▶ [Exercise goal]:
Each line that has the string "above" must be copied from the records below.

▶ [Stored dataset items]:

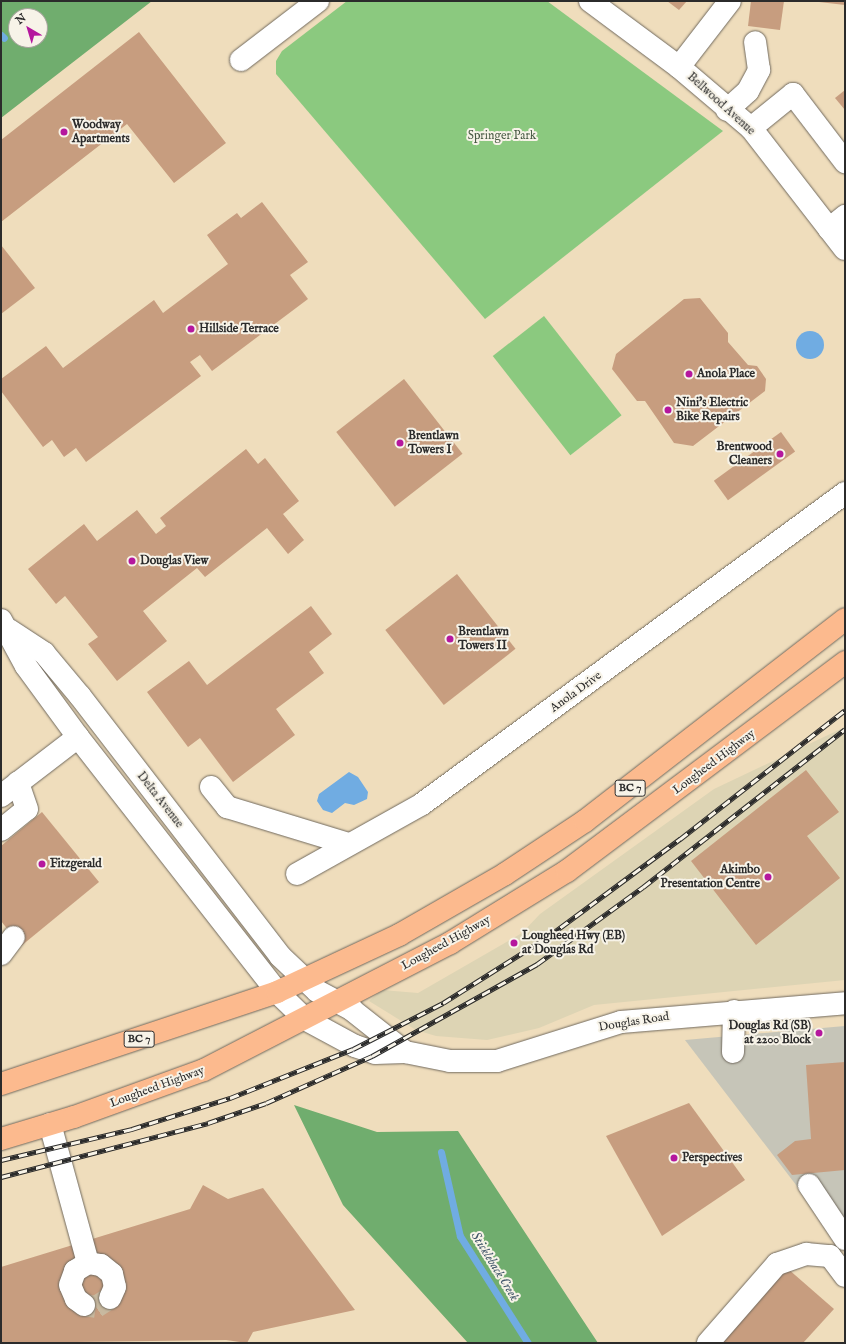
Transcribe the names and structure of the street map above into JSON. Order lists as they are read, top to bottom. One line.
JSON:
{"streets":{"main road":["Lougheed Highway","BC 7"],"street":["Bellwood Avenue","Anola Drive","Delta Avenue","Douglas Road"]},"crossings":[["Lougheed Highway","Douglas Road"],["BC 7","Delta Avenue"],["BC 7","Douglas Road"],["Delta Avenue","Douglas Road"]],"water":["Stickleback Creek"],"parks":["Springer Park"],"places":["Woodway Apartments","Hillside Terrace","Anola Place","Nini's Electric Bike Repairs","Brentlawn Towers I","Brentwood Cleaners","Douglas View","Brentlawn Towers II","Fitzgerald","Akimbo Presentation Centre","Lougheed Hwy (EB) at Douglas Rd","Douglas Rd (SB) at 2200 Block","Perspectives"],"north":"top left"}
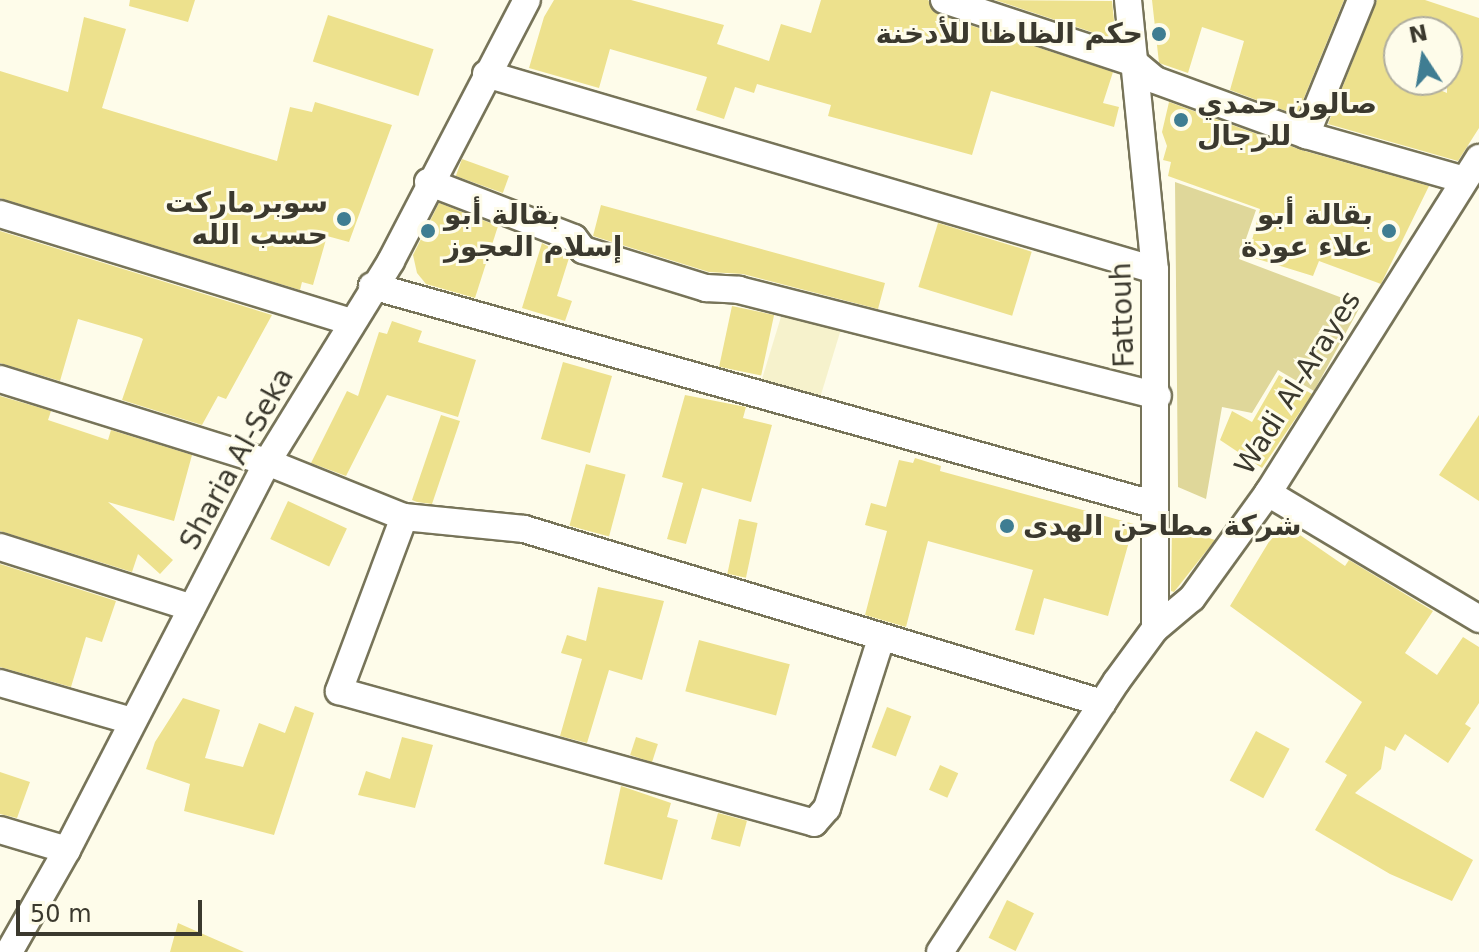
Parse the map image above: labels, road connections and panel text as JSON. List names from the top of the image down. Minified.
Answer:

▶ [The completed task]:
Transcribe the names and structure of the street map above into JSON. Order lists as they are read, top to bottom. One line.
Parse the map image above: labels, road connections and panel text as JSON. List names from the top of the image down. Minified.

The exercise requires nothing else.